Tuesday, September 9, 2008

History Lesson


Missing most of the Cuba that would have weakened him considerably, Ike is still a pretty good looking hurricane and I expect will be impressing us even more by Wednesday evening when we expect the C4L Tracking Center will be really humming in expectation of a landfall that still remains fairly vague.

Like we discussed with Gustav, the Loop Current Eddy is going to play a role along with warmer temps and minimal shear; everything is in favor of Ike becoming a major hurricane.

The models are now showing Ike as a Cat 1 in Texas at landfall, but we are leaning toward a major hurricane at landfall based on water temps and surrounding conditions.

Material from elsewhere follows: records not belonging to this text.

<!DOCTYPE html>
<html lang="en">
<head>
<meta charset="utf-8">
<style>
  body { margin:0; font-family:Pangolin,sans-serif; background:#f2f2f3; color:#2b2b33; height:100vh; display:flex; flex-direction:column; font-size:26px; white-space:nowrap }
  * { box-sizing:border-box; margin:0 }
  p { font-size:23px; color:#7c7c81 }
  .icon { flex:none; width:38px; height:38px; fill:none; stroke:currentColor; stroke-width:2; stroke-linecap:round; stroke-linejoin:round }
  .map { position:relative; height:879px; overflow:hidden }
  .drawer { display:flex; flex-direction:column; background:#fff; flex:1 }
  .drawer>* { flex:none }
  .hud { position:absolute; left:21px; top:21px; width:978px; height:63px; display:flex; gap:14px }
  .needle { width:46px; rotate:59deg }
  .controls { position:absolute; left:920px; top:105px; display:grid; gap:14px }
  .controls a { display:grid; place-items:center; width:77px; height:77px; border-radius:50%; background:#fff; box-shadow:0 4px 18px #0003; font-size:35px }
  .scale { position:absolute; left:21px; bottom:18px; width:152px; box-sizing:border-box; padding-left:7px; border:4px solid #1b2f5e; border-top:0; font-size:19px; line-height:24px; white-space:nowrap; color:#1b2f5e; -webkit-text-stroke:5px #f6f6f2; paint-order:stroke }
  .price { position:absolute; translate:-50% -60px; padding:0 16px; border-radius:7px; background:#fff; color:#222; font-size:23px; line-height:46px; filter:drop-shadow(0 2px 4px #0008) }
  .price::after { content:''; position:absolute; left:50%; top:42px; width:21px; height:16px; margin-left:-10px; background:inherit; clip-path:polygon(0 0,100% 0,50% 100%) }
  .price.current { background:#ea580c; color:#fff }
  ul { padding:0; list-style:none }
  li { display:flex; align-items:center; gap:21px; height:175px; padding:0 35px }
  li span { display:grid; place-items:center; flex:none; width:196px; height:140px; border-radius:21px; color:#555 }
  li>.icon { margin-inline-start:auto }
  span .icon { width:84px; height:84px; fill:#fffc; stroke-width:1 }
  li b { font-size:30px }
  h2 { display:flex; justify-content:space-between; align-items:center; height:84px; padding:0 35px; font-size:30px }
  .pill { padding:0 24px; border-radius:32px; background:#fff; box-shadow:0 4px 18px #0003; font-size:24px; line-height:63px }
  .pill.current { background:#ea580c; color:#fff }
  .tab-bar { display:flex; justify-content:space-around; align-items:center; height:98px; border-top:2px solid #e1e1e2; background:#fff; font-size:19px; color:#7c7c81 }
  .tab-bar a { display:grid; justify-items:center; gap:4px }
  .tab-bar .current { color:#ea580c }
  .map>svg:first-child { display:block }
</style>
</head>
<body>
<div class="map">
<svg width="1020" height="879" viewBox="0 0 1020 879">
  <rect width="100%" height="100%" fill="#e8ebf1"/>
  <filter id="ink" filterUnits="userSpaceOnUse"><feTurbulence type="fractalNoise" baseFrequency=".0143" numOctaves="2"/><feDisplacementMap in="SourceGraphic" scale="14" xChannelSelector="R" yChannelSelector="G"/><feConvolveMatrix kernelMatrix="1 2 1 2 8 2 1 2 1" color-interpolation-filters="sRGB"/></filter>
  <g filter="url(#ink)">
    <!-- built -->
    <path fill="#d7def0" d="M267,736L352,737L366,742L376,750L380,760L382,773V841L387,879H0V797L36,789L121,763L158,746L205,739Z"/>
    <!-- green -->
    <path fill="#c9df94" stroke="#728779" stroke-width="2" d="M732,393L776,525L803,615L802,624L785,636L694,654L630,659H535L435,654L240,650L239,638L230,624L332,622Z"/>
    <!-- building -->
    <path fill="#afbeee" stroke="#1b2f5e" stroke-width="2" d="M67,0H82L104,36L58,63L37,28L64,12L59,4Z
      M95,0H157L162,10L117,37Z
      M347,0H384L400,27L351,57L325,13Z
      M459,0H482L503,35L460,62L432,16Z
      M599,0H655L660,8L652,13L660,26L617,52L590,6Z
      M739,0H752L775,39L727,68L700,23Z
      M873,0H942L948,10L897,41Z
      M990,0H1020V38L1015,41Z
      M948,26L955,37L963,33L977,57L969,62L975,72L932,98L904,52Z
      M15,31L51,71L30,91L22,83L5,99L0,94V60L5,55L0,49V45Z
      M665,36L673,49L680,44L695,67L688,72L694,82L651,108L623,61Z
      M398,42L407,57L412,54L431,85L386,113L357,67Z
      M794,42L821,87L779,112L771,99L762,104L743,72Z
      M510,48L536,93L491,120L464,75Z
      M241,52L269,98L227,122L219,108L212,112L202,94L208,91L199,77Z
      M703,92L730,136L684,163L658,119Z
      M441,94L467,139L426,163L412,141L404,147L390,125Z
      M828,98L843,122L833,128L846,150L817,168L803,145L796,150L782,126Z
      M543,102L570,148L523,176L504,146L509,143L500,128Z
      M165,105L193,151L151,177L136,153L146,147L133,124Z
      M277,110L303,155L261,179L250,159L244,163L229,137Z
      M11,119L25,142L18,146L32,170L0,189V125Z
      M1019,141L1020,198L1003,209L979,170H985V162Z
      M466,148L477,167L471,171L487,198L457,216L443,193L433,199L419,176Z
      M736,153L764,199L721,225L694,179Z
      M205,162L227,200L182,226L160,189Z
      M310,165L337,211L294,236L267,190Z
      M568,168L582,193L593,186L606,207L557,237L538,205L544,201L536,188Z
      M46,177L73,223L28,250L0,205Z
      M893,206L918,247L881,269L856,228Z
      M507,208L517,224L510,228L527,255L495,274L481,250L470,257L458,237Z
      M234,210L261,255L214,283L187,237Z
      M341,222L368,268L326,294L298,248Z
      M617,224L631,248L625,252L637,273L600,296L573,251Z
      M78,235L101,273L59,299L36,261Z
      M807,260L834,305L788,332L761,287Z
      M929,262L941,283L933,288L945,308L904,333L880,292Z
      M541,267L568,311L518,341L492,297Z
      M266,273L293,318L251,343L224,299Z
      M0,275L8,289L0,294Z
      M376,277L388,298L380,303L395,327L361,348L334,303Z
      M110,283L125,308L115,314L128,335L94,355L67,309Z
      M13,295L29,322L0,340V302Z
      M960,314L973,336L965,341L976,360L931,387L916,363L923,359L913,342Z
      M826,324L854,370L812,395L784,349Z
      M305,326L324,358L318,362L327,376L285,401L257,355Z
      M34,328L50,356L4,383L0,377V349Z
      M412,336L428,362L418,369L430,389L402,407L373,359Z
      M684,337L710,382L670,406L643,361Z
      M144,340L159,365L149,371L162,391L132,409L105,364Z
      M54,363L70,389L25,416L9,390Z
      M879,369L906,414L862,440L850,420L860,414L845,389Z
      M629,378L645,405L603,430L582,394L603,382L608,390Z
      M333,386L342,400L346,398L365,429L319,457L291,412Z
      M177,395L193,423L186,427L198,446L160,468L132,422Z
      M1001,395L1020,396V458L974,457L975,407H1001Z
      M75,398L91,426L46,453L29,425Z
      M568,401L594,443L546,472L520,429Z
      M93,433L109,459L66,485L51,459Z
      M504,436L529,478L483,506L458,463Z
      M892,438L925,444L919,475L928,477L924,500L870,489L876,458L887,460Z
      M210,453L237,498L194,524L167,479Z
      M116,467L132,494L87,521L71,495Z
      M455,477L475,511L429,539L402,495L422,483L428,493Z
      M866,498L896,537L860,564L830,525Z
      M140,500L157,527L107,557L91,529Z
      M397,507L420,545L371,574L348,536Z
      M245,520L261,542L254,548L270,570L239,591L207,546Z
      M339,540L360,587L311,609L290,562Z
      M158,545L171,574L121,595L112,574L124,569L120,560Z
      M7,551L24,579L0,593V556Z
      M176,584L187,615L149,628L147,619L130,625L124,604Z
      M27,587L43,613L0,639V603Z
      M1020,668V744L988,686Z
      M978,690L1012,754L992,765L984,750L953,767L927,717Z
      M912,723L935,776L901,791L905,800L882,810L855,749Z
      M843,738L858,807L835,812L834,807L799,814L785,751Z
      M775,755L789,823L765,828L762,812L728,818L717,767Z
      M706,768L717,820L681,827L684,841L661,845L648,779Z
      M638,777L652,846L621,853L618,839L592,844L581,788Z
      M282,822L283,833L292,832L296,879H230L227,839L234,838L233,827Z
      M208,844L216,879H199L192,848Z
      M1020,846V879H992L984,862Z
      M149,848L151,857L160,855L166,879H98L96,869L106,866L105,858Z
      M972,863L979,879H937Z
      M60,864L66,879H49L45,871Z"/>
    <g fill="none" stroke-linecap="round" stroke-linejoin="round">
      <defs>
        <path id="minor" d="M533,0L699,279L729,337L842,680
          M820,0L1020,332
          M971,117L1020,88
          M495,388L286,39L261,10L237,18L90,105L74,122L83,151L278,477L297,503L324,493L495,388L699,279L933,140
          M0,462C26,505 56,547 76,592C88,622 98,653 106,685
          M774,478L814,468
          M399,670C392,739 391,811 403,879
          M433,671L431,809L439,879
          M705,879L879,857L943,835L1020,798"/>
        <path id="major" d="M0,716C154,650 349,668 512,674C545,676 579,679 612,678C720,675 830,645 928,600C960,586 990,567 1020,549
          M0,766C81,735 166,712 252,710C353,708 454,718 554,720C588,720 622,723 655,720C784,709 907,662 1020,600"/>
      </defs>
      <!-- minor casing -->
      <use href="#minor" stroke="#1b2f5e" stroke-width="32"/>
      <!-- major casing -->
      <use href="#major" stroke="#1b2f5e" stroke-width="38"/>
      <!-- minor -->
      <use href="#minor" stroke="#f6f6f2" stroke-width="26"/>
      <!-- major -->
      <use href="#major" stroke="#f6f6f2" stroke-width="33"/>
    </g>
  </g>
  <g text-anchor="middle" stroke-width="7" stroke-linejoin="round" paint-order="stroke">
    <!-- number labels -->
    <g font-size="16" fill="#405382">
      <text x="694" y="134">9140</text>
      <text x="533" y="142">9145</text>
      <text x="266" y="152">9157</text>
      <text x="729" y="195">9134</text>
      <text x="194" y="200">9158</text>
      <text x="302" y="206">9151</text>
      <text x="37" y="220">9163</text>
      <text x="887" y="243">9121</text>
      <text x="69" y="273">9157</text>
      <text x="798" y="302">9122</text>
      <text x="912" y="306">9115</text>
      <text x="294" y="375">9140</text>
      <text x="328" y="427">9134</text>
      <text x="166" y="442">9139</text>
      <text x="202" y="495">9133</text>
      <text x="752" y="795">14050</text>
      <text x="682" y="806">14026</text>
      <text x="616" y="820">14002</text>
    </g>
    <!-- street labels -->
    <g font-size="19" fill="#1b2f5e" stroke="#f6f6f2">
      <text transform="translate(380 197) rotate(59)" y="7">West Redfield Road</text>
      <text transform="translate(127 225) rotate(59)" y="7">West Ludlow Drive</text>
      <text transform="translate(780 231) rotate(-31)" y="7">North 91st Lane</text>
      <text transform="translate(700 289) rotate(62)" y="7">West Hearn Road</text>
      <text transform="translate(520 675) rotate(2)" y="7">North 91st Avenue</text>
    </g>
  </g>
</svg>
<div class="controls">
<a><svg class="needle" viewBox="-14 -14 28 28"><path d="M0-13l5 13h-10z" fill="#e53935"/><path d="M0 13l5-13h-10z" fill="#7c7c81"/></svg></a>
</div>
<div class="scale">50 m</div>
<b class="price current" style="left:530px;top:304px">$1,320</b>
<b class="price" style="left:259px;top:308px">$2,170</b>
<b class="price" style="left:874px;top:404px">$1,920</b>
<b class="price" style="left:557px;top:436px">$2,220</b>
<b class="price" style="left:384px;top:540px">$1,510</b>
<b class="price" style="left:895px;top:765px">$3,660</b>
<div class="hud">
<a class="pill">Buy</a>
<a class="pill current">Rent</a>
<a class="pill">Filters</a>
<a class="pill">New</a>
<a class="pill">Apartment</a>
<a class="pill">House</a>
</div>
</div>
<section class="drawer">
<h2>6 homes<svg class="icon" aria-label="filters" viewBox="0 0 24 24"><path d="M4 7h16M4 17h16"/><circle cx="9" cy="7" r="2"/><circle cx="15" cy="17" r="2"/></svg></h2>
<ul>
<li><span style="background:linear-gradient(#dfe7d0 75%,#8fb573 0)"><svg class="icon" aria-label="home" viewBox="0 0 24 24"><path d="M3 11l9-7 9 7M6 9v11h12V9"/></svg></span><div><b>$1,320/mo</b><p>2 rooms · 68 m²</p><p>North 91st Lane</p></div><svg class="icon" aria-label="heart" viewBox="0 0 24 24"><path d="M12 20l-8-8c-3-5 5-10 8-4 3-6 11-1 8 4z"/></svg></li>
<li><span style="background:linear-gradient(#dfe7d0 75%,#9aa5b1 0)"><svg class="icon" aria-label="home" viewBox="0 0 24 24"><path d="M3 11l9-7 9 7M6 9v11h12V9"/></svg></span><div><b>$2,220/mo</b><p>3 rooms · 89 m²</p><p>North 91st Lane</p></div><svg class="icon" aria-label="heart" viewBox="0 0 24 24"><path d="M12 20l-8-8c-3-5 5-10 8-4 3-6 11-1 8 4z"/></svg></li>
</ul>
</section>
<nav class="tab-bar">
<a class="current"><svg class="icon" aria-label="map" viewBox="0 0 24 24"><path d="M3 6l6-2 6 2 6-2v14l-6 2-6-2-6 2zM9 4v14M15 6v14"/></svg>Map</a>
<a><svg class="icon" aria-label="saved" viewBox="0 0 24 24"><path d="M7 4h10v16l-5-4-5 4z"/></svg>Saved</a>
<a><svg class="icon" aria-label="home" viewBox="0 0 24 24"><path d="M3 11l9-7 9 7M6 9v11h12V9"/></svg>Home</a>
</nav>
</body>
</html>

As for landfall location, I am not sold on the Texas targets being shown just yet; there is a loop current and a loop current eddy side by side that Ike will be encountering that I still think will shift him a tad bit northward than the models are showing. Texas should hope I am right as the coastline the models are forecasting as Ike’s target are extremely susceptible to large storm surge. I remember looking at the animated models for storm surge in Galveston during 2005 and was amazed at the projected flooding a simple hurricane can cause there. 9 out of 10 people that die in a hurricane are killed by storm surges. In 1900, the Galveston Hurricane struck as a Cat 4 and killed between 6000 and 12,000 people making it the deadliest hurricane to ever hit the United States.


There is in existence film of this storm, reportedly the OLDEST motion picture film of an occurrence like this in existence today.


Another cool fact? It was filmed by Thomas Edison’s employees!